Key facts
- Tech workers are spending evenings and weekends learning AI tools to remain competitive.
- AI tools are seen as increasing productivity, but require significant after-hours learning.
- An Ernst & Young survey indicated 85% of US desk workers are learning AI outside of work.
- Hiring for AI engineers has increased significantly, while other engineering roles have stagnated.
- Some workers are investing personal funds in AI tools, subscriptions, and workshops.
Tech workers are increasingly dedicating evenings and weekends to learning and experimenting with new AI tools, viewing it as essential for career survival in a rapidly evolving industry. Many report spending significant personal time and money on subscriptions, workshops, and personal projects to keep pace with AI advancements.
Maahir Sharma, a software engineer at a Big Tech company, spends about 20 hours a week on AI experiments, noting that hands-on experience is crucial for industry survival. He uses tools like Cursor, which he pays for himself. A survey by Ernst & Young found that 85% of US desk workers are learning AI outside of their regular work hours.
Tanvi Pisal, a product designer, began to worry about job automation due to AI and expanded her skills, only to be laid off months later with the company citing AI adoption. She now dedicates 10 to 15 hours weekly to AI learning and has spent hundreds of dollars on tools and workshops, emphasizing the need to constantly catch up.

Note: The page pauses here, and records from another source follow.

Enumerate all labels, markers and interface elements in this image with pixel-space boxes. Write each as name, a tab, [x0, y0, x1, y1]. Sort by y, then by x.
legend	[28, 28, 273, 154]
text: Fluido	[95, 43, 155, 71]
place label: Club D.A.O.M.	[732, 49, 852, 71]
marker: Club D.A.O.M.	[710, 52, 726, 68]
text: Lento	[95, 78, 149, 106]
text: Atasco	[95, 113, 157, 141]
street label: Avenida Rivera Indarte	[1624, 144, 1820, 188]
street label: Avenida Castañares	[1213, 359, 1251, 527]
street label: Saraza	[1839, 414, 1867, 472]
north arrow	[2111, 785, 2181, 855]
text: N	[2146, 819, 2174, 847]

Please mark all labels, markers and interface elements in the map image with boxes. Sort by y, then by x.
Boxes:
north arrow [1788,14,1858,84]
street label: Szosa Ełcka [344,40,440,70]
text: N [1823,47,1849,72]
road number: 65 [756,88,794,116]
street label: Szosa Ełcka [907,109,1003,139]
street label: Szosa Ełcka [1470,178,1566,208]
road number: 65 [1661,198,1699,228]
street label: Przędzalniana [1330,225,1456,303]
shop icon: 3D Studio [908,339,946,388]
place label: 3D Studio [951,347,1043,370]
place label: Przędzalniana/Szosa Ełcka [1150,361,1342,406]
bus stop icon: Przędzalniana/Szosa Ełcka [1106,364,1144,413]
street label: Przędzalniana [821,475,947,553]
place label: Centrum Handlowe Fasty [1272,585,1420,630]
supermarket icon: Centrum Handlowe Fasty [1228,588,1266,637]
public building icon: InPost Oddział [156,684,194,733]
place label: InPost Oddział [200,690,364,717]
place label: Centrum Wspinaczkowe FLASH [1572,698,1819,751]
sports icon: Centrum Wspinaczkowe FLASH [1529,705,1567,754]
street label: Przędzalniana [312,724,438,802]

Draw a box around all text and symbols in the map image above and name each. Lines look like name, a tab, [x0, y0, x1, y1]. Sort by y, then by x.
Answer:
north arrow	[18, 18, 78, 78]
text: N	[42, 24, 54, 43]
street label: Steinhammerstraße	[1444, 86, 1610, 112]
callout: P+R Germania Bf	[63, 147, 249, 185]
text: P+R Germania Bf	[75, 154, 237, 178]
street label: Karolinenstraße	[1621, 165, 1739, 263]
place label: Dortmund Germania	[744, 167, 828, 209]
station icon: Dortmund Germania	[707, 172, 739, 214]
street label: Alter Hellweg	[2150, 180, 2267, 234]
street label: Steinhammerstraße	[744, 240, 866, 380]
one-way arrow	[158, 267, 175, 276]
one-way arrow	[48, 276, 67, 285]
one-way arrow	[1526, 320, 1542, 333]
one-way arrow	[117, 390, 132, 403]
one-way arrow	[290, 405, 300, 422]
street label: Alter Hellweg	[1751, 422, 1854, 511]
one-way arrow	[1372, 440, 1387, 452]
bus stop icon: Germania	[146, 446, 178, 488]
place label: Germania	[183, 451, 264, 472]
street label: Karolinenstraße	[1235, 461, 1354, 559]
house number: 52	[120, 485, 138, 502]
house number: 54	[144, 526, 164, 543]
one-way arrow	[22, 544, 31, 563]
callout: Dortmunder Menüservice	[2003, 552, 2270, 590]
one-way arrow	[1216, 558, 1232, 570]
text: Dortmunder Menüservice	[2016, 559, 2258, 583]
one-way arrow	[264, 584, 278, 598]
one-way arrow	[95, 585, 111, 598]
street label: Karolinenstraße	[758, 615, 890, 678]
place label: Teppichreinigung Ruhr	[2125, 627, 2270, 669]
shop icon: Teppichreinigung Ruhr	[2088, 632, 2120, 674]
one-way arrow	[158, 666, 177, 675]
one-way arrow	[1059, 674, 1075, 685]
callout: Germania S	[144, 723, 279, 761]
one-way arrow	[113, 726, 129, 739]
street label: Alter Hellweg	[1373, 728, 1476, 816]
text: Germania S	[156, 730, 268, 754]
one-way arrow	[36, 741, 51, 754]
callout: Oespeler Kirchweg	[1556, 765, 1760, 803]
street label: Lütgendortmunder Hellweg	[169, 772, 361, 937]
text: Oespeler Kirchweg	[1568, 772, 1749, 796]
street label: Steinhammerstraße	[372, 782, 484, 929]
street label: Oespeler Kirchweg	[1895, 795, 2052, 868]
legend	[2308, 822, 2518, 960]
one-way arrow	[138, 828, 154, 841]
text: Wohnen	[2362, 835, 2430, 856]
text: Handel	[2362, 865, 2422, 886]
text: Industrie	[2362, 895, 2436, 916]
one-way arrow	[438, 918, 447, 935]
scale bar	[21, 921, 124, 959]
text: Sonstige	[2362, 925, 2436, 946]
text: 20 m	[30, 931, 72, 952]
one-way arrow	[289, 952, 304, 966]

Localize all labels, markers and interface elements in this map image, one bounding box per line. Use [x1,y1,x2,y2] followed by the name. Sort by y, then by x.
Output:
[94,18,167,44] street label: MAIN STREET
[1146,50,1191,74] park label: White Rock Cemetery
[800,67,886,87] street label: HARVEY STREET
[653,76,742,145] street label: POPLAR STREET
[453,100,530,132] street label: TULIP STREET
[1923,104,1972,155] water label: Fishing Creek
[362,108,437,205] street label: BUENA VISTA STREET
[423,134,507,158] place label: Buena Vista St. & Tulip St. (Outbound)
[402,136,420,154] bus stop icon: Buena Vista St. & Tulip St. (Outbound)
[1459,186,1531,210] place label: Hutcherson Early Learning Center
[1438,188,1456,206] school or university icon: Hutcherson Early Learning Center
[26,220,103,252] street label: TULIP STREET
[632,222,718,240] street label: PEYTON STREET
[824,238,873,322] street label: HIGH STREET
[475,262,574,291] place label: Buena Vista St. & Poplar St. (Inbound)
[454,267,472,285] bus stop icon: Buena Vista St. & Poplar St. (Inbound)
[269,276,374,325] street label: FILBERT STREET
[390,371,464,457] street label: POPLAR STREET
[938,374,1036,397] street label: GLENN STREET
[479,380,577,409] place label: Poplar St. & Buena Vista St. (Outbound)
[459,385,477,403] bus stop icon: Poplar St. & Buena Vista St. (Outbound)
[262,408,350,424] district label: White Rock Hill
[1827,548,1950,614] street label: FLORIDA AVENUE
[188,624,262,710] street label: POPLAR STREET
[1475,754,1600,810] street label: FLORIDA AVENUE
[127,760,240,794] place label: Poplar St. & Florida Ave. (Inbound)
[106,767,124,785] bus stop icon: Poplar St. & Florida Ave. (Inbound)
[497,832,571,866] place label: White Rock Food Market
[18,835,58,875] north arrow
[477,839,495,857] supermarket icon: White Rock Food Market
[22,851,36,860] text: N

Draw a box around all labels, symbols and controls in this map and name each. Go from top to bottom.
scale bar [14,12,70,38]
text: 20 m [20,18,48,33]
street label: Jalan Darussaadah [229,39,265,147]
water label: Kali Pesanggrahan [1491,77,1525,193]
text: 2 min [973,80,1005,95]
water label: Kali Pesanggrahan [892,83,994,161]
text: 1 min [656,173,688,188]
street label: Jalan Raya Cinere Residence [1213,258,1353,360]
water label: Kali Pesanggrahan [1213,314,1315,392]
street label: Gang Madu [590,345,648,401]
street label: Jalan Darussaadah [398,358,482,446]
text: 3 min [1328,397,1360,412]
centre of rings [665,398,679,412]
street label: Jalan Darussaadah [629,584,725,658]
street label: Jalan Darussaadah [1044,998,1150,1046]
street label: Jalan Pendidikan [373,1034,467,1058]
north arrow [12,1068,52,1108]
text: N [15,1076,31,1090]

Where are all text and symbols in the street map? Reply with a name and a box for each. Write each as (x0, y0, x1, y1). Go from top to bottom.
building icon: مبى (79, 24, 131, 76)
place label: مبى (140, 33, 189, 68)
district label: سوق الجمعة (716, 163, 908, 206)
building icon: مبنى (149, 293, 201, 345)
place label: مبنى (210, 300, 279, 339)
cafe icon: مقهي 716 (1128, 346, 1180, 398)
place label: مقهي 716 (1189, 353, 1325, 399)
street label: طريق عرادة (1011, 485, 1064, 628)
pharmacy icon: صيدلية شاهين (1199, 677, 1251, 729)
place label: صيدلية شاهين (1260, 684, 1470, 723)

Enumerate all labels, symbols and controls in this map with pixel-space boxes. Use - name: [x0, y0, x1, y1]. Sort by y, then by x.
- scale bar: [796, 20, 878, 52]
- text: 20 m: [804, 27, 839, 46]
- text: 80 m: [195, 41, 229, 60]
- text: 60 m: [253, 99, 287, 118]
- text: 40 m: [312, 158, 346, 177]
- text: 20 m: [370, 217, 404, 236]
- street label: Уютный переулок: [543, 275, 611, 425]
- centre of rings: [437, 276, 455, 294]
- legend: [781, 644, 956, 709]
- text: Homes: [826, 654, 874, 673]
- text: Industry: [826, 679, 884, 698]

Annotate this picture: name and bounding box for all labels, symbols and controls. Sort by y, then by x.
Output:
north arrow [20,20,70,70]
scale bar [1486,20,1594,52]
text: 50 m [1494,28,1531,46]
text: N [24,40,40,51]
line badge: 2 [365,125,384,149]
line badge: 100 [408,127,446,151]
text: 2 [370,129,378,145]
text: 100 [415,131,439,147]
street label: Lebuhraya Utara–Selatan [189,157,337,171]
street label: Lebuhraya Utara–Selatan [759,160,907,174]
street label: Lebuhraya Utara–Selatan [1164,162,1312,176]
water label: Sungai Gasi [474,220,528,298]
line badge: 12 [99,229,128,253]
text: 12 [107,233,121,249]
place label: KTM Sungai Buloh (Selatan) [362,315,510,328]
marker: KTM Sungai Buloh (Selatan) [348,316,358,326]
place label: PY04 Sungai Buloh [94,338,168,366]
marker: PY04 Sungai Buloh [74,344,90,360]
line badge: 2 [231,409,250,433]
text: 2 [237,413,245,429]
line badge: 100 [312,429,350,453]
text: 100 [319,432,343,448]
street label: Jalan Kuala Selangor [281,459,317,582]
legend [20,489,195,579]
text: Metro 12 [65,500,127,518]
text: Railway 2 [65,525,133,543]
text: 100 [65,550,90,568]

While some workers face time constraints, others, like lead engineer Manoj Aggarwal, benefit from employer-provided AI training, allowing them to develop skills on the job. Udit Mehrotra, a head of product at Amazon, approaches AI learning more sustainably, viewing it as a marathon. Amazon itself provides internal AI training resources.
However, for many, the pace of change necessitates intensive after-hours learning. Abhinav Bohra, a senior applied scientist at Amazon, spends eight to 12 hours weekly on AI, investing thousands of dollars annually in tools and conferences. He describes this as a 'learning tax' that blurs professional and personal time, with the primary concern being technical obsolescence in a field with a constantly shifting baseline.